ATTRACTIONS AND CONSIDERATIONS:
Copyright: - US Forest Service
Never Summer Wilderness Boundary above Bowen Lake
After 6.25 miles, the old jeep road up Bowen Gulch becomes a trail, continuing at Bowen Pass a total distance of 8.1 miles. Although the route itself is not particularly scenic, the trails which lead to beautiful Bowen and Blue Lakes can be reached by following the route up Bowen Gulch.
From Bowen Pass, a cross-country hike can be made to Bowen Lake by climbing to Ruby and then Cascade Mountains. Another alternative is to hike north along the divide to Fairview Mountain and then complete a loop trip by following Baker Gulch back to the trailhead. The trail can also be followed south beyond Bowen Lake, to the Wolverine Trail.
In the springtime, the swollen and unbridged streams are difficult to cross. Snow remains along the upper portion of the trail to the Pass until early July. The better campsites are located along the upper half of the trail and off of the trails to Bowen and Blue Lakes.
NARRATIVE: This trail follows a dirt road past a Settlement of cabins in Rocky Mountain National Park. The trail directional signs lead to the headwaters of the Colorado River, at which Point the road ends. The hiker must find a way across the river to follow the path along its western bank where it enters Forest Service land and continues to gradually rise above the Kawuneeche Valley. An unsigned fork in the trail is reached about 1 mile from the trailhead. Take the left hand fork and continue until the trail intersects an old jeep road which travels westward up Bowen Gulch. This rough road follows a moderately level grade through a thick lodgepole pine forest, interrupted by Several difficult stream crossings. Pine marten porcupines, and blue grouse are some of the forest habitants frequently seen by the hiker along this route. After 6 miles, a Junction with a one mile trail to Blue Lake is reached.

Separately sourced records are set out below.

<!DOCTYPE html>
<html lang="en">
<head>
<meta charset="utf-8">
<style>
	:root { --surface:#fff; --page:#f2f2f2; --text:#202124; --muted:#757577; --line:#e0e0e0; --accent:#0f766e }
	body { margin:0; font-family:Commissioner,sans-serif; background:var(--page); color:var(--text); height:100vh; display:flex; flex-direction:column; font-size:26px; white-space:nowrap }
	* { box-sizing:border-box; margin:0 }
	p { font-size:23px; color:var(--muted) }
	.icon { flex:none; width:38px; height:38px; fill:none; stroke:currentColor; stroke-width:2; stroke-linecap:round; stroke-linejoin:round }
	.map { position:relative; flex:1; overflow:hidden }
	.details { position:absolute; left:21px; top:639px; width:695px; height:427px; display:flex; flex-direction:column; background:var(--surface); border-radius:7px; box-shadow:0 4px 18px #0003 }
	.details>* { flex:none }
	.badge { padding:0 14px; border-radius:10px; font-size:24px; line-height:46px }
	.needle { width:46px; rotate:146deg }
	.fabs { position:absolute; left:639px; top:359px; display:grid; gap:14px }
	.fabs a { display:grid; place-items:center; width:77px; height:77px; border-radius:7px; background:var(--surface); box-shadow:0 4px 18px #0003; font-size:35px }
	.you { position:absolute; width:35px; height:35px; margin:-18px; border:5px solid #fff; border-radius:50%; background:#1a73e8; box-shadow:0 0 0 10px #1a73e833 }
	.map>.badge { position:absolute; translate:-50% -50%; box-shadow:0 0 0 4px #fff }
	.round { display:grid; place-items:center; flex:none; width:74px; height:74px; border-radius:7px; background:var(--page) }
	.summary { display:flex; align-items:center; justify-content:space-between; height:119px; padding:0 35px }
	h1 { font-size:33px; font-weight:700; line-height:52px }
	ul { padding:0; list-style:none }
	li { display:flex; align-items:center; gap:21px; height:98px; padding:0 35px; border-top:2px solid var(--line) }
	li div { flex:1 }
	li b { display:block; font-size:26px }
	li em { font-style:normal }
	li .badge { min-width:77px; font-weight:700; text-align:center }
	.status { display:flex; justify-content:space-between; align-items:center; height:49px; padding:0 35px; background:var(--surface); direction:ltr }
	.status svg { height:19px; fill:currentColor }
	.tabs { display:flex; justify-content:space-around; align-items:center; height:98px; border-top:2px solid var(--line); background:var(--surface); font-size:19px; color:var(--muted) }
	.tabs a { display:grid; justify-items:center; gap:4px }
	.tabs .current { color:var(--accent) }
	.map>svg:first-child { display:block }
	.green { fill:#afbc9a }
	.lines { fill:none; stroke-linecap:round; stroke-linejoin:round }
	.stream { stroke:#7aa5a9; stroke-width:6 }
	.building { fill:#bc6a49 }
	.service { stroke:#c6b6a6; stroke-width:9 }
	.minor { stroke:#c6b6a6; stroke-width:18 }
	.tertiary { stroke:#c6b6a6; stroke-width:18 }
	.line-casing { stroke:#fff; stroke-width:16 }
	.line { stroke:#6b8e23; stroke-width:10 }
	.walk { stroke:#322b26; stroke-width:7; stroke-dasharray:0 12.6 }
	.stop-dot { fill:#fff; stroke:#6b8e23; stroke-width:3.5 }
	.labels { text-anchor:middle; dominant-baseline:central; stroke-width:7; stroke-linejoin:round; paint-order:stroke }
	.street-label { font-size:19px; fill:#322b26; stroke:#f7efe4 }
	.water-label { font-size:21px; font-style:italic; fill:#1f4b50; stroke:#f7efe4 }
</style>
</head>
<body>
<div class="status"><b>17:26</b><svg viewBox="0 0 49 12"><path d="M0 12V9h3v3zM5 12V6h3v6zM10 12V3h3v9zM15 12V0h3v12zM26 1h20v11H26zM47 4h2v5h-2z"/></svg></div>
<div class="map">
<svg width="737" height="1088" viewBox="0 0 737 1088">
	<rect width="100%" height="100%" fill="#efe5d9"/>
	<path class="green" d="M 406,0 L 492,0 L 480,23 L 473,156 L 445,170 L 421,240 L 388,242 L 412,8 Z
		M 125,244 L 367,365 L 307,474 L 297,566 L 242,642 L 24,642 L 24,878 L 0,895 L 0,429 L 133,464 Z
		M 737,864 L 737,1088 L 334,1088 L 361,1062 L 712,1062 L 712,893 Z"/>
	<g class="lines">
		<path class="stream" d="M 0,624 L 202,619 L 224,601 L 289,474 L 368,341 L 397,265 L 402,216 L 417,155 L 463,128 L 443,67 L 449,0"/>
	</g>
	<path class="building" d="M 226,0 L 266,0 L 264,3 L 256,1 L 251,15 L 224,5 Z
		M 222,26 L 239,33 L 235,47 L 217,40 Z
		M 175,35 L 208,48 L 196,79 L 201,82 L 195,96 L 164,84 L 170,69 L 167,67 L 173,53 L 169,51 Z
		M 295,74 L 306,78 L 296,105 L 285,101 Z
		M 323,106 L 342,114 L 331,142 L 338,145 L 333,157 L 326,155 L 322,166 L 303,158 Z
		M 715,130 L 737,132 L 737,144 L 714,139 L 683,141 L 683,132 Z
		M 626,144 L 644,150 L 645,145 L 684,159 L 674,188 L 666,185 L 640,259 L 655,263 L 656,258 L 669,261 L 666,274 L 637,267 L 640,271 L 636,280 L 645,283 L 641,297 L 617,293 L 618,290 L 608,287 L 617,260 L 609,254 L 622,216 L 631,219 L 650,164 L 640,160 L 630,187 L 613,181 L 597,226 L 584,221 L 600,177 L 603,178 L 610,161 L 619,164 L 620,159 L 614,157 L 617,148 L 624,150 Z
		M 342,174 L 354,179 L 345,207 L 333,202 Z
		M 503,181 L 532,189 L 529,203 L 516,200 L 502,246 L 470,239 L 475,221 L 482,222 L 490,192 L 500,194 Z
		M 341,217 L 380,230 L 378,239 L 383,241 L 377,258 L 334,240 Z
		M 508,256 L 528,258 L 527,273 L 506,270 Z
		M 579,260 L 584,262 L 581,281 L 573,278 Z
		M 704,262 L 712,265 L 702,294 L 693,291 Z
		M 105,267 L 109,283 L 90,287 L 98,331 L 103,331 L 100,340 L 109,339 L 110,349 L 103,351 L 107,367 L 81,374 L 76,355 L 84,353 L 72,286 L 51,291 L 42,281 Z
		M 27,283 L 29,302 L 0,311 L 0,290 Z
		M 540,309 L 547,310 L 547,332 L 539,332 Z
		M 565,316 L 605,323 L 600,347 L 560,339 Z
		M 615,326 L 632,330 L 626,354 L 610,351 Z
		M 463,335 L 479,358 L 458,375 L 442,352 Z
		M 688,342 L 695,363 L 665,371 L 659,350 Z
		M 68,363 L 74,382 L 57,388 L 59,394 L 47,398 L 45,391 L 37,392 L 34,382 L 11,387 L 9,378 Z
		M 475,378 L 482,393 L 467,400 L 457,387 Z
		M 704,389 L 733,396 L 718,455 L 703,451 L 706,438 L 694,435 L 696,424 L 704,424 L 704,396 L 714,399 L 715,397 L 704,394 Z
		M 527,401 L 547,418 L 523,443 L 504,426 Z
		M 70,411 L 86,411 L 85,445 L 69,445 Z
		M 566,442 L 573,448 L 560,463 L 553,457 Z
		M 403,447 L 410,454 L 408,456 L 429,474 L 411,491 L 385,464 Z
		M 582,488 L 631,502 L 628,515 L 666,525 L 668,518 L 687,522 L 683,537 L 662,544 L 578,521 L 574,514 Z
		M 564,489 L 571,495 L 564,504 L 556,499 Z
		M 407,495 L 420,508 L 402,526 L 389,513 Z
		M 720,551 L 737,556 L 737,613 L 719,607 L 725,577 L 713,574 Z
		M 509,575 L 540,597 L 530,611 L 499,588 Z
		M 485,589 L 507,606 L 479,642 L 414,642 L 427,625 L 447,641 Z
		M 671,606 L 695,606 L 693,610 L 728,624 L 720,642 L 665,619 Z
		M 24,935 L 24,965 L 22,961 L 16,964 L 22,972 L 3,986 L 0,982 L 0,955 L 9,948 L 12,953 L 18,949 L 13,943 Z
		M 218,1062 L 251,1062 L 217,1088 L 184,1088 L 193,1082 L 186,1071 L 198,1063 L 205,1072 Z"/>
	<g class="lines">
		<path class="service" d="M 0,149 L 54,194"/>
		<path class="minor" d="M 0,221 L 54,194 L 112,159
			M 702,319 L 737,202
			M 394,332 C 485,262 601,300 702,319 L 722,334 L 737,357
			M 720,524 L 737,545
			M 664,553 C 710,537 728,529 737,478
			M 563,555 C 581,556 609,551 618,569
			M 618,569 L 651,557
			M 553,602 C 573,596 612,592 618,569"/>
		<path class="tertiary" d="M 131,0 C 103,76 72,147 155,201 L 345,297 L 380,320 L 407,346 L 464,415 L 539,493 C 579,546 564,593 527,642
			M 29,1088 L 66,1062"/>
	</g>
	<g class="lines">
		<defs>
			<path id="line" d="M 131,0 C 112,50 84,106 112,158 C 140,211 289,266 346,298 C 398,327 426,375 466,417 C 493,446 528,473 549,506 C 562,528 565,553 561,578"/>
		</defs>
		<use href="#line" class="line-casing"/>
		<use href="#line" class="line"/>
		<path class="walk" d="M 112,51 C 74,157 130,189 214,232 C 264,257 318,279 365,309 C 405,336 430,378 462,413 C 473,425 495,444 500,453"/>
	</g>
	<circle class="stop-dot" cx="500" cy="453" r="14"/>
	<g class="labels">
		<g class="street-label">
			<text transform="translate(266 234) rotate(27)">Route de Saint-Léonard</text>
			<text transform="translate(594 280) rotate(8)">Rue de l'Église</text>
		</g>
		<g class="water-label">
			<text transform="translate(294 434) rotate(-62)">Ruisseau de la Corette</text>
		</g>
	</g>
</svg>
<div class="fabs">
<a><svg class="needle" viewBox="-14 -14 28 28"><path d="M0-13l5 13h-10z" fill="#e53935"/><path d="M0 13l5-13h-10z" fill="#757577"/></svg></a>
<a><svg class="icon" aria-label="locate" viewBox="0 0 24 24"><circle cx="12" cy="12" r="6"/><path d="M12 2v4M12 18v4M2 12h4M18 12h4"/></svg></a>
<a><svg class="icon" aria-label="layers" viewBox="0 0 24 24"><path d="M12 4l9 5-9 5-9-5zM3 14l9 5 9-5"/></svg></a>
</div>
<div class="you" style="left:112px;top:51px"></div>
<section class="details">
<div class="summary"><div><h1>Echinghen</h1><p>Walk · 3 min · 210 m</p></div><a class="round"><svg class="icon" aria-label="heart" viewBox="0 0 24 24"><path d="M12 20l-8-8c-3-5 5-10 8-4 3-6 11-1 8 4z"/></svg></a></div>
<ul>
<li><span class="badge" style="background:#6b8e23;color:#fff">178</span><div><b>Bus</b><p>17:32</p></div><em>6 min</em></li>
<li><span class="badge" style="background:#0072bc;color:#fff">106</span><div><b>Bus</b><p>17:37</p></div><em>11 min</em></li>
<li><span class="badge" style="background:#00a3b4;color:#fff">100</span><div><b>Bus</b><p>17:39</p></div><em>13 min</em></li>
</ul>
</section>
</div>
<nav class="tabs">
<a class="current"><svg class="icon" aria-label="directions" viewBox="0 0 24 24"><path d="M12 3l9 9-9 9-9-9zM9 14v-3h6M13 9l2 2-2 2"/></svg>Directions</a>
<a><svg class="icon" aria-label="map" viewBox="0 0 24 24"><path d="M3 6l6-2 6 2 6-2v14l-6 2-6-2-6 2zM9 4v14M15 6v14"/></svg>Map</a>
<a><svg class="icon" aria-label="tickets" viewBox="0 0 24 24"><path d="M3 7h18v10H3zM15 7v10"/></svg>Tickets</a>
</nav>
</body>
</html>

Shortly after the Blue Lake turnoff, another path leads away from the Bowen Gulch Trail to the remnant of an old, unproductive, silver-copper-lead mine known as the Wolverine Mine. The road ascending Bowen Gulch to the Wolverine Mine was built in the 1880's as a wagon road after the discovery of the mine in 1875 by Prospector Jim Bowen.
The road soon turns into a trail after a bridged stream is crossed. A half mile further up the trail a junction is reached where a two mile trail heads south to Bowen Lake. The Bowen Gulch Trail turns north and continues to ascend through a Subalpine fir forest to Bowen Pass. Shortly before the pass, a beautiful lush, green meadow is entered where wildflowers abound and deer and elk can frequently be seen. A few rock cairns mark the way up this gently sloping meadow to Bowen Pass, a distance of 8.1 miles from the trailhead.
Bowen Pass Sits atop a unique section of the Continental Divide where the Pacific waters flow eastward and the Atlantic waters flow West. Cascade, Bowen and Fairview mountains are the impressive and often Snow covered peaks which surround the pass. The green plains of North Park and the Illinois River drainage can be viewed to the north, and the emerald green pond known as Ruby Lake sits beside Ruby mountain to the southwest.
Directions from Granby: Follow Highway 40 west to Highway 34. Go north on Hwy 34 to Rocky Mountain National Park's West Entrance. From the park entrance, follow Trail Ridge Road for 6.4 miles to the Bowen/Baker Trailhead parking area. From the parking area follow the signs to Bowen Gulch . Bowen Gulch can also be reached from the south on the Wolverine Trail.
Summer through Fall
(NOTE: Snow remains on the upper portions of the trail to the pass until Early July.)